The invention of video-assisted thoracoscopy has opened the opportunity to review
larger lung specimen in sarcoidosis too. This has enabled us to see granulomatous
vasculitis in sarcoidosis more often, than anticipated from our experience with transbronchial
biopsies and equals that seen in autopsy cases [8 ], and nodular sarcoidosis, a variant of sarcoidosis with larger, macroscopically
visible nodular aggregates of epitheloid cell granulomas is seen more often. This
has brought up the question, if NSG is another variant of sarcoidosis.
This has prompted us to retrieve cases from our institutional collections and to compare
the features with those of nodular sarcoidosis (NS). Nodular aggregates of epitheloid
cell granulomas are found in NSG and in NS. Granulomatous vasculitis too can be seen
in NSG and NS, however, complete obstruction of the vascular lumina was only seen
in NSG. And necrosis is still the hallmark of NSG. There is a coagulative infarct-like
type of necrosis in NSG, which could in most of our cases be attributed to the granulomatous
vasculitis with lumen obstruction. Therefore it might be speculated, that NSG is the
late stage of NS, when vacular lumen obstruction has occurred and in turn caused infarct-like
necrosis. Much rarer necrosis might also be caused by the confluence of degenerative
fibrinoid necrosis, sometimes also seen as necrobiotic foci in sarcoidosis.
In addition clinical investigations and comparative clinico-pathologic studies have
shown similar immunologic features for NSG and sarcoidosis, for example a dominance
of T-helper lymphocytes and a T-helper associated cytokine spectrum in BAL fluid ([10 ]
[11 ]
[12 ]; and personal unpublished observations).
In the differential diagnosis Wegener's Granulomatosis can easily be discerned by
the presence of granulocytic vasculitis in the early and lymphocytic vasculitis in
the late phase.

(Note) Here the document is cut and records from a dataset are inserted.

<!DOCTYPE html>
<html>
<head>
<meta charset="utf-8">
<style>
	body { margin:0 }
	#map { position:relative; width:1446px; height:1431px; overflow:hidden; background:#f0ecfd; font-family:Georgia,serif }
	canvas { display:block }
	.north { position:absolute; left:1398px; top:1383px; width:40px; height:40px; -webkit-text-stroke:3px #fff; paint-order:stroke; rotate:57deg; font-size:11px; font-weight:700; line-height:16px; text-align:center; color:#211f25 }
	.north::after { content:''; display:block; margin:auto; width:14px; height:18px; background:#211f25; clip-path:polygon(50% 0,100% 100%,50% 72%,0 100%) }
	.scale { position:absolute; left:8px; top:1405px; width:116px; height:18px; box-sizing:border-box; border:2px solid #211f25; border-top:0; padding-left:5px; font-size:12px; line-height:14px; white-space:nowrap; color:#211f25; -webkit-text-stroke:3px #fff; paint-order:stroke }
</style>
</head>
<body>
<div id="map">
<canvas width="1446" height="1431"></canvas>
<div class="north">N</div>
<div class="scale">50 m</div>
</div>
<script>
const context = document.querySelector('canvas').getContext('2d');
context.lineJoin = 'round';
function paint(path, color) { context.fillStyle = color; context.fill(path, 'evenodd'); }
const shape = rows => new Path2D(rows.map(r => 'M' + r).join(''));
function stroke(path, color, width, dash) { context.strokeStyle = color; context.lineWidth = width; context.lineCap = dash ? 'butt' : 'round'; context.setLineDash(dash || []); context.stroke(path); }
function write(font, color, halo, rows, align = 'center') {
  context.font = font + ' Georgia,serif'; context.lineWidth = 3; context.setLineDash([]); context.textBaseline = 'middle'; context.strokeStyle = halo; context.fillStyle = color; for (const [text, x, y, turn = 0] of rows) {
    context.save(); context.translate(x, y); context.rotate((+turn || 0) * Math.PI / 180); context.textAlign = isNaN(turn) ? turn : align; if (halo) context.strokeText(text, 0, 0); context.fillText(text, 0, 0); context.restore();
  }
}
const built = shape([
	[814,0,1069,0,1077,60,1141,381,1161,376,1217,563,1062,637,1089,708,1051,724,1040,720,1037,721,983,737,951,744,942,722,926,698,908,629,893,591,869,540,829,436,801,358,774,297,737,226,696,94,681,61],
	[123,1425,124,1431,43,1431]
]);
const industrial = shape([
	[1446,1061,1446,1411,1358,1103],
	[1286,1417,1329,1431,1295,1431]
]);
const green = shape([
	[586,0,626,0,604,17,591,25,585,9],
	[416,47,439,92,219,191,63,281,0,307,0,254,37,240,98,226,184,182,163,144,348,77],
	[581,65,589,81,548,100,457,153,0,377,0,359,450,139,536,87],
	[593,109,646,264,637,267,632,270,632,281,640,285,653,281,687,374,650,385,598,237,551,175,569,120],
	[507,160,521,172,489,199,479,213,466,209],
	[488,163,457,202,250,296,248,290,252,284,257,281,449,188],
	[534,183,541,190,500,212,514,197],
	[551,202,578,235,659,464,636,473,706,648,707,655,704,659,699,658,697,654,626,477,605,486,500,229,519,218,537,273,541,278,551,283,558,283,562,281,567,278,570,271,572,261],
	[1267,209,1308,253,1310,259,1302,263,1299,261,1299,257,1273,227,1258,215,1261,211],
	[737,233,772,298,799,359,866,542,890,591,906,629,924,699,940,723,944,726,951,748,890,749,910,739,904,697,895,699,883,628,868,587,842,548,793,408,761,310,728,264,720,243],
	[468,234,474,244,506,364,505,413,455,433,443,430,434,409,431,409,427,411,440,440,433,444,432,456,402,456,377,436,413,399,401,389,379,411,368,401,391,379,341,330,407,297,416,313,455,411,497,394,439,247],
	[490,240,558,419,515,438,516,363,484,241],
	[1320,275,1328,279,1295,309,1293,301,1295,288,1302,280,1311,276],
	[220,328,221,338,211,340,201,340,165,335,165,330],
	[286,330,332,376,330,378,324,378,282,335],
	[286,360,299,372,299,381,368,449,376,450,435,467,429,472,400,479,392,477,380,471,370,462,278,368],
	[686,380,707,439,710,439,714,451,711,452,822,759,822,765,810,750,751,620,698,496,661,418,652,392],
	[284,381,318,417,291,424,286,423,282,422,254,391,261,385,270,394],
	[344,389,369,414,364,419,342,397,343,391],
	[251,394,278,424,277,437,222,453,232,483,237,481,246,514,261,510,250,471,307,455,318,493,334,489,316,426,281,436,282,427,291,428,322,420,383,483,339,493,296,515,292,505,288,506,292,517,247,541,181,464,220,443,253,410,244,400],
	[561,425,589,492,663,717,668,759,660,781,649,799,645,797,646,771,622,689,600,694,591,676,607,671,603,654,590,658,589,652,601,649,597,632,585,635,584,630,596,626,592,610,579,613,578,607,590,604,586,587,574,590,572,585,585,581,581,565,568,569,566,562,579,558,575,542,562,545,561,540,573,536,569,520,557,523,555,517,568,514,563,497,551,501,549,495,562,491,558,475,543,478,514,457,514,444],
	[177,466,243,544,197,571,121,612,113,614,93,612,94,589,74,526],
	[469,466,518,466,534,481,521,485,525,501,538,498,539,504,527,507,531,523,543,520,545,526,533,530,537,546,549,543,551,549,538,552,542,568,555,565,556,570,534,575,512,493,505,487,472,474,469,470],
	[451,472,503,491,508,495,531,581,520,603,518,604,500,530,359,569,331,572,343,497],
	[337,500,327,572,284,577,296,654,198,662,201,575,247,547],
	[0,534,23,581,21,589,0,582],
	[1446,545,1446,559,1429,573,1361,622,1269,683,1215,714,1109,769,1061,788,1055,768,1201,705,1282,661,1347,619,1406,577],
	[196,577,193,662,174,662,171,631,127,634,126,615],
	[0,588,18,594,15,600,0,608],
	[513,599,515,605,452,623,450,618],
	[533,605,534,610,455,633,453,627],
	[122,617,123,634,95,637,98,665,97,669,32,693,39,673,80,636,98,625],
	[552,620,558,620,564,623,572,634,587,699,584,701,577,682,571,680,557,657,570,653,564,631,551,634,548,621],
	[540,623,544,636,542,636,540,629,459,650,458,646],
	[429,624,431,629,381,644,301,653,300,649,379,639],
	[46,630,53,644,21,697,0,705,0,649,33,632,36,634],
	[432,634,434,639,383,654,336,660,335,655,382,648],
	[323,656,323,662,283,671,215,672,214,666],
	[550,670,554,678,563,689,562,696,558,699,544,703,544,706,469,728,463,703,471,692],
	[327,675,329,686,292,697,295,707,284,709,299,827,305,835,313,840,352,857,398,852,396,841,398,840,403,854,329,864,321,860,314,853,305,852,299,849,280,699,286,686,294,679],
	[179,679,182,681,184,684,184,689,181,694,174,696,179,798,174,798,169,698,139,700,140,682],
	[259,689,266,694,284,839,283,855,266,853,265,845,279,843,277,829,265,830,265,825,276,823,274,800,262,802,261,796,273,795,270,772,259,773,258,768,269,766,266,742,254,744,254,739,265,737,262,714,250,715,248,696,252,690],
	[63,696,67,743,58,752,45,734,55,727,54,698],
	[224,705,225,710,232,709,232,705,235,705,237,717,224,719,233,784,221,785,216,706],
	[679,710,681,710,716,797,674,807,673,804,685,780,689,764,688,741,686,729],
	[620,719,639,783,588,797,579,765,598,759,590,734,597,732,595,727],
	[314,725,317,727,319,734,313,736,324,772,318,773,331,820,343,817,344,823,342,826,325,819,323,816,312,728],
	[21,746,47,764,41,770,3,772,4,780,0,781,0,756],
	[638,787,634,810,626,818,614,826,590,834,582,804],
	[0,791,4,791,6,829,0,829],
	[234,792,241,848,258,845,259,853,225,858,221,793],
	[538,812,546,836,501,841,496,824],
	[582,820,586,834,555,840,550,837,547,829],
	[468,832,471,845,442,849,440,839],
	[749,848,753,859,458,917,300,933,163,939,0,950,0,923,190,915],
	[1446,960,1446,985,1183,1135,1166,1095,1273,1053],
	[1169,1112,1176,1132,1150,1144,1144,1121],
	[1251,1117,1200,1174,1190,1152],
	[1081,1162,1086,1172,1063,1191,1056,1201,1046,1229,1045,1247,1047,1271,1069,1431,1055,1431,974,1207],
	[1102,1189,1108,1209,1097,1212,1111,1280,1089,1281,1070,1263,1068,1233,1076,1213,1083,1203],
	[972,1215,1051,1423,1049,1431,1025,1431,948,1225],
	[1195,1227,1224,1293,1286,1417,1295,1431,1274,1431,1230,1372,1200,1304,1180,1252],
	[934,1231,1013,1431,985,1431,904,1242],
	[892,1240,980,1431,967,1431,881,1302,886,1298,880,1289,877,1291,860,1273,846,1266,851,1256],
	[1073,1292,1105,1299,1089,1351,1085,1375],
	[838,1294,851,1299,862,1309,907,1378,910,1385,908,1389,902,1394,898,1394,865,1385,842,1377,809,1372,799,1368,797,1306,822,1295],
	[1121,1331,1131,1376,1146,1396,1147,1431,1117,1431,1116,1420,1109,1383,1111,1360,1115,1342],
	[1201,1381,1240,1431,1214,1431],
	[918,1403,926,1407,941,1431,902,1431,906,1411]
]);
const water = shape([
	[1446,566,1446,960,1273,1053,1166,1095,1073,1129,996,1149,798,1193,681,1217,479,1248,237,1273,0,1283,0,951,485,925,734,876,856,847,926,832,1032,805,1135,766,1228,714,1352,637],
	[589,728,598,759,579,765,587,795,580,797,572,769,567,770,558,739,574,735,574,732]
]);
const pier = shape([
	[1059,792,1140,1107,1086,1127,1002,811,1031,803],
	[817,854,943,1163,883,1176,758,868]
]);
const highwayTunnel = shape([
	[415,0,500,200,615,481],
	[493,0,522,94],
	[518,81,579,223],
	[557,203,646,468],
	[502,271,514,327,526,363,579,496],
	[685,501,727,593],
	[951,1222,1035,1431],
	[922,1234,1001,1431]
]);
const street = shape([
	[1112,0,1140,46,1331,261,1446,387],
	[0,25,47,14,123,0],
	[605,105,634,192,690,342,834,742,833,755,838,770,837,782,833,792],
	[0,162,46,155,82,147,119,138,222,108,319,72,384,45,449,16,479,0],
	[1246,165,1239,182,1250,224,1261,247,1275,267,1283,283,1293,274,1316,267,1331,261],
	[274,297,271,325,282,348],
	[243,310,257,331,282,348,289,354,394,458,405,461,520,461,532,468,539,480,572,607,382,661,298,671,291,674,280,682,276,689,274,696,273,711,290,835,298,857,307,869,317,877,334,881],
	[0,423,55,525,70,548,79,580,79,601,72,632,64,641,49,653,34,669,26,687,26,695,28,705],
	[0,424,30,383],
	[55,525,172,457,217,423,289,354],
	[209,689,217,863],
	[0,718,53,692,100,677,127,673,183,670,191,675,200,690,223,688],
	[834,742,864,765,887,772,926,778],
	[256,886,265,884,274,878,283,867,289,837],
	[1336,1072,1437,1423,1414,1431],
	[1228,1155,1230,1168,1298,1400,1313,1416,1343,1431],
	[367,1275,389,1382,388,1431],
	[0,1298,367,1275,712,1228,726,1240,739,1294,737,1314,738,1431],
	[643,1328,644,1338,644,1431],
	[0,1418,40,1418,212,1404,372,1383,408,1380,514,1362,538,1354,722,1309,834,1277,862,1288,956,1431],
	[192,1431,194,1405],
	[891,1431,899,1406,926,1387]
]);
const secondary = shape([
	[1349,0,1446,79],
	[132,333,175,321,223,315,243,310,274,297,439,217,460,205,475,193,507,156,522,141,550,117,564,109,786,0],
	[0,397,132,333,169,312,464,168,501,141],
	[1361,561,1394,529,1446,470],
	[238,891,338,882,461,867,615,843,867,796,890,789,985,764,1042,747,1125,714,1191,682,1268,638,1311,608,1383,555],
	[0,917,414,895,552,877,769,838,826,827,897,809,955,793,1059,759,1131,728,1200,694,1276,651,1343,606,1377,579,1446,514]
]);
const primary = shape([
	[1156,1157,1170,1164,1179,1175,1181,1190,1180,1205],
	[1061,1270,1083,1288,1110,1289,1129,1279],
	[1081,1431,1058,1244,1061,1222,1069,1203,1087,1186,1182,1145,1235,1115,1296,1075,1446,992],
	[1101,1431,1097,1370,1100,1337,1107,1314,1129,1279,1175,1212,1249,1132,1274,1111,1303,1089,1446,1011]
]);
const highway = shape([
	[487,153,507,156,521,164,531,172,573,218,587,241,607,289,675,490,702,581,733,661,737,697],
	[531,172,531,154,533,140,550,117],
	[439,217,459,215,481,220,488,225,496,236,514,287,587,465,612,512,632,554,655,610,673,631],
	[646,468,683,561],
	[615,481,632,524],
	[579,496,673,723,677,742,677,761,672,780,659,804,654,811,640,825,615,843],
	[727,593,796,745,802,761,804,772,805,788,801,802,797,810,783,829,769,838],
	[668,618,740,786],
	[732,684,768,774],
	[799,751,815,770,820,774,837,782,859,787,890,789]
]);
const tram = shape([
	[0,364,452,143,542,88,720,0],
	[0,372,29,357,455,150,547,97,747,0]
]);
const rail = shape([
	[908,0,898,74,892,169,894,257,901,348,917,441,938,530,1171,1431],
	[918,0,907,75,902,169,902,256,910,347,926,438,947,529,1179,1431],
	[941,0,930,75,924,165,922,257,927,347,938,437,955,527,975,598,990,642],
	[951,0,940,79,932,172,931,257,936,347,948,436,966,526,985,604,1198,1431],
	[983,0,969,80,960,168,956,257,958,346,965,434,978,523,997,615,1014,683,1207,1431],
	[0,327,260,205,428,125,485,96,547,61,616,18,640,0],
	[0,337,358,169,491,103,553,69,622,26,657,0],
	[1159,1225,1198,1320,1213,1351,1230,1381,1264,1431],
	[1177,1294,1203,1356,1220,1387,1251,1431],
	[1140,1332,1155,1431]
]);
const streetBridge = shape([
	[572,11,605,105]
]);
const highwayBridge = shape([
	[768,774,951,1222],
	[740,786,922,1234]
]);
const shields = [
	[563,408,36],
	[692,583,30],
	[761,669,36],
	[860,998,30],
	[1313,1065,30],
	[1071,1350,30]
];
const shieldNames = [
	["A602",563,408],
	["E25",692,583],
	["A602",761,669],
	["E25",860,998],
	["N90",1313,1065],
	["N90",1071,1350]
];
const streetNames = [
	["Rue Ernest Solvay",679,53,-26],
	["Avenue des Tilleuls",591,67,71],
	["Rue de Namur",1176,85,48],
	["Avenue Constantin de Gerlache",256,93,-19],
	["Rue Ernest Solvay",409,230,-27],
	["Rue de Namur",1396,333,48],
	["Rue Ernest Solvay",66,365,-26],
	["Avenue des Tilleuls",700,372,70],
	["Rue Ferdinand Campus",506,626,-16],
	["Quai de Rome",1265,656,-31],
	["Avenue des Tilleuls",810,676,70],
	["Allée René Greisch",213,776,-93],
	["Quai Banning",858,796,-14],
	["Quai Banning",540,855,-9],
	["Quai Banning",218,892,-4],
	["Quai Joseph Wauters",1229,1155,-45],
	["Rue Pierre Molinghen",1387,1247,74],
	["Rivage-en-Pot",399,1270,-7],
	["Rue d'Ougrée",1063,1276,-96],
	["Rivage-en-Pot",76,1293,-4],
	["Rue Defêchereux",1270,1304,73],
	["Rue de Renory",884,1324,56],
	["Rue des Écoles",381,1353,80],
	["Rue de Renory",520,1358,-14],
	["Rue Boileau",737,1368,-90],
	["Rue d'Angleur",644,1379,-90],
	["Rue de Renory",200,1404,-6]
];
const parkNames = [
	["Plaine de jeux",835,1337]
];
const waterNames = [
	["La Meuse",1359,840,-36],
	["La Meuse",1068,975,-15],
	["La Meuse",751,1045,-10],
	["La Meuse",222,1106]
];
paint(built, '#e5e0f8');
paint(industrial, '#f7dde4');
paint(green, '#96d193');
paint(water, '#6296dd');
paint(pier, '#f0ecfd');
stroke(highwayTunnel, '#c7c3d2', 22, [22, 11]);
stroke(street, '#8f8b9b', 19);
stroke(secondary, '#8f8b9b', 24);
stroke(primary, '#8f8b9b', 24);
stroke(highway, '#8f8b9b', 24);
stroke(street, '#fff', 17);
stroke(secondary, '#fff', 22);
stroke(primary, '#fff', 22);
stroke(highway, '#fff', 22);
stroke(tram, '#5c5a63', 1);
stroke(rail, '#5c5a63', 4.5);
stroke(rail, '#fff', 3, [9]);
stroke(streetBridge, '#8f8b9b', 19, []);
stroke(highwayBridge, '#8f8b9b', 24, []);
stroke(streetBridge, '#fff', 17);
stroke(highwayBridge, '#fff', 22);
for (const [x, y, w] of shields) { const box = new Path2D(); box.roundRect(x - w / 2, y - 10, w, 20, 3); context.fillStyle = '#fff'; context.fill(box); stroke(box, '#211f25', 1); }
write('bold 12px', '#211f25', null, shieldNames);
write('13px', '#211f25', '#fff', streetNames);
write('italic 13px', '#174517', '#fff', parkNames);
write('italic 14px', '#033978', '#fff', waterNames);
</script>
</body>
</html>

Bronchocentric granulomatosis can be differentiated from NSG by the
absence of a granulomatous vasculitis and infarct-like necrosis, and lymphomatoid
granulomatosis (angiocentric high grade non-Hodgkin lymphoma) by a vascular infiltrates
composed of highly atypical lymphoid cells.

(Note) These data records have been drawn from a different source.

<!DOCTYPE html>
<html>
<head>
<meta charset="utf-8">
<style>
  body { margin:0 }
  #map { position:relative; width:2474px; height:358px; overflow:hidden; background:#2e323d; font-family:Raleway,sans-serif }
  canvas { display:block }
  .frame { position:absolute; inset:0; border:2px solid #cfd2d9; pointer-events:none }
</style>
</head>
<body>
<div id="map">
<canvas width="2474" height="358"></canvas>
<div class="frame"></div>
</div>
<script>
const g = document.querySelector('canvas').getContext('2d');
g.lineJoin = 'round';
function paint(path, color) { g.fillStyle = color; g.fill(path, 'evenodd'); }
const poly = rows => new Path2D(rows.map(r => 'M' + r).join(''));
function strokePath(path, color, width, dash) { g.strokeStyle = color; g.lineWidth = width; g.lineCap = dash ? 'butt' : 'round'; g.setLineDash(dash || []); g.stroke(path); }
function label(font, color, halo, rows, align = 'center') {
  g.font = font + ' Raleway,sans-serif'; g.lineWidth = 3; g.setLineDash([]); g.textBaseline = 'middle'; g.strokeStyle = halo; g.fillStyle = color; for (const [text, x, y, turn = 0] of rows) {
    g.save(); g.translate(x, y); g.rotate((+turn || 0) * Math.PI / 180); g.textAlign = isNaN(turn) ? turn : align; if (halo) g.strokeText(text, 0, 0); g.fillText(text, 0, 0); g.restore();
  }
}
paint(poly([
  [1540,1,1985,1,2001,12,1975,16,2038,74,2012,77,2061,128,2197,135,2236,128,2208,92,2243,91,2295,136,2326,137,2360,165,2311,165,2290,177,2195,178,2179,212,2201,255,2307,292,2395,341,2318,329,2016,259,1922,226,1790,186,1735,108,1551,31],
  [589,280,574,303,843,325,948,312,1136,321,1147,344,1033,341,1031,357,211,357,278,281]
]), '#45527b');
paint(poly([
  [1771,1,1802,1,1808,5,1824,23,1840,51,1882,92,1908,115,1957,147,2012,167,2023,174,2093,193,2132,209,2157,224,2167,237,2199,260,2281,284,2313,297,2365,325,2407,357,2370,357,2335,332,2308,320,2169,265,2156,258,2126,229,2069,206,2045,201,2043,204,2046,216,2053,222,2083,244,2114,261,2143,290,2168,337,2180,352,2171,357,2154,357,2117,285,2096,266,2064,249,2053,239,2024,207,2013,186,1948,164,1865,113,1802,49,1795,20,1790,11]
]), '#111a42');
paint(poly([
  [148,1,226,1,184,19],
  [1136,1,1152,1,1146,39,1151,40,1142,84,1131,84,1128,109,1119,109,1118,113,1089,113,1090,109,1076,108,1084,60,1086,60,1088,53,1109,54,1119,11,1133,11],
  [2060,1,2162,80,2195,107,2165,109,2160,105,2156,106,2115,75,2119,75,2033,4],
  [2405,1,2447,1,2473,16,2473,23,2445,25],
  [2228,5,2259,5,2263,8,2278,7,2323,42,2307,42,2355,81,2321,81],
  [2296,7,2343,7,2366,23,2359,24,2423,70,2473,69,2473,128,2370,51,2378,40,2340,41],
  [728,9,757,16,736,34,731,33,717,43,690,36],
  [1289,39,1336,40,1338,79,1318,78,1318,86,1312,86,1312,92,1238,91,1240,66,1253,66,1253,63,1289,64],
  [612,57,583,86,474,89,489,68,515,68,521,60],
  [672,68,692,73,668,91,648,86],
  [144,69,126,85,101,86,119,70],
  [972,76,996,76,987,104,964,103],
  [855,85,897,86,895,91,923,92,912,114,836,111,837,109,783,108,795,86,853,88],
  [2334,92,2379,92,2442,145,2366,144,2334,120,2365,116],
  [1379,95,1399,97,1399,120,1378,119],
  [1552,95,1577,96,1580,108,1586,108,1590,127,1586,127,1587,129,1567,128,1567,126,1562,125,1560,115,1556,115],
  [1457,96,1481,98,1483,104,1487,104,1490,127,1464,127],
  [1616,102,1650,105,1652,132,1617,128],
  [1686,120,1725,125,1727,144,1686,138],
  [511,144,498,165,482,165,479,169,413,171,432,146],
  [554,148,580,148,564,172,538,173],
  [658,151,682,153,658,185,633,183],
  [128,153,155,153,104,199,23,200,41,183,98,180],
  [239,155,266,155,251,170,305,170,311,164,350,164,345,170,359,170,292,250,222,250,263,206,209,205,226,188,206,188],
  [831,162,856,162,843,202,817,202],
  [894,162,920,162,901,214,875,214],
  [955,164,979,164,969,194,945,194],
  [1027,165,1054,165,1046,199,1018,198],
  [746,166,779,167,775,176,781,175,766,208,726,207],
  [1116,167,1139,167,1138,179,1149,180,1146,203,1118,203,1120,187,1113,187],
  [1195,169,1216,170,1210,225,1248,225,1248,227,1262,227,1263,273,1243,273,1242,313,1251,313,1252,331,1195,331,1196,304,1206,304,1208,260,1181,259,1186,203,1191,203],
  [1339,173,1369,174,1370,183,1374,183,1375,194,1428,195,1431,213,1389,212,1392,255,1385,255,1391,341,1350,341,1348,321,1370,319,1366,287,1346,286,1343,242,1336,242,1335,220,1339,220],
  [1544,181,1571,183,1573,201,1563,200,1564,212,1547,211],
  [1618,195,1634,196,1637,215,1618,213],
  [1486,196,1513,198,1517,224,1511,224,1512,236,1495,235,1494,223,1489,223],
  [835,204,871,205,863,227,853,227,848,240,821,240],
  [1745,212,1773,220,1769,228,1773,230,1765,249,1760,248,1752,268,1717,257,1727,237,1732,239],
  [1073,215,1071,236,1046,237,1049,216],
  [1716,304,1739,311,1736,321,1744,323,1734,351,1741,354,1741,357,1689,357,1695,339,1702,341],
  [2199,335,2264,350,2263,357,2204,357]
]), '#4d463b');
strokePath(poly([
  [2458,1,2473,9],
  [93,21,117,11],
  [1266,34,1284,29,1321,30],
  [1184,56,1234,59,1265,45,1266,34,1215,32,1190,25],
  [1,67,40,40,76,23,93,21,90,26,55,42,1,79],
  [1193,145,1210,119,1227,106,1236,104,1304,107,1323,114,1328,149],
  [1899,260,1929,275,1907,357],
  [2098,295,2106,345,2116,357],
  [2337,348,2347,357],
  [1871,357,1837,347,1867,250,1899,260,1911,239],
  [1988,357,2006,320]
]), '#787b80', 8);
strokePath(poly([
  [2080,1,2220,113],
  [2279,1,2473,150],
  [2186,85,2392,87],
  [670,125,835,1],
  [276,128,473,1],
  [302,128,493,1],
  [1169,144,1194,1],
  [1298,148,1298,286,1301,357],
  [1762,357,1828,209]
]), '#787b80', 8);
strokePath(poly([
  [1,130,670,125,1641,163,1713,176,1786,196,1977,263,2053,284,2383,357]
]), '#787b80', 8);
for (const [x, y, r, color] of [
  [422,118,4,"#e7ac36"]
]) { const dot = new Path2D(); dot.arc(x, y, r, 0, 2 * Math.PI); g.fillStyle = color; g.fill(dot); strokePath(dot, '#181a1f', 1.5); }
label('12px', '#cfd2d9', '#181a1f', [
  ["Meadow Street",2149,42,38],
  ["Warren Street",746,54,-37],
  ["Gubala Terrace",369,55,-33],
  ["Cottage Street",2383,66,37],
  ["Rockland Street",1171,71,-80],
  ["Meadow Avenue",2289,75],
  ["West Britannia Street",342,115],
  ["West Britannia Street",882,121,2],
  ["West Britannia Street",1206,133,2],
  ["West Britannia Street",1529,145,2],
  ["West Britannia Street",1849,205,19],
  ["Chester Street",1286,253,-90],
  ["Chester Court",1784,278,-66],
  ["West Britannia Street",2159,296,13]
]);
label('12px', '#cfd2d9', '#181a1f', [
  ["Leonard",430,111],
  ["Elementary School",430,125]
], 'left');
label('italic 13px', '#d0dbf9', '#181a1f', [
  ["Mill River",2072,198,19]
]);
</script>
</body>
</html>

In contrast to previous findings in sarcoidosis, none of the NSG cases had an association
for mycobacterial DNA [9 ], ruling out a Mycobacteria based etiology.
In our opinion NSG should be classified as a variant of sarcoidosis, characterized
by extensive granulomatous vasculitis, which in turn causes coagulative necrosis.
NSG do no longer qualify as a separate entity.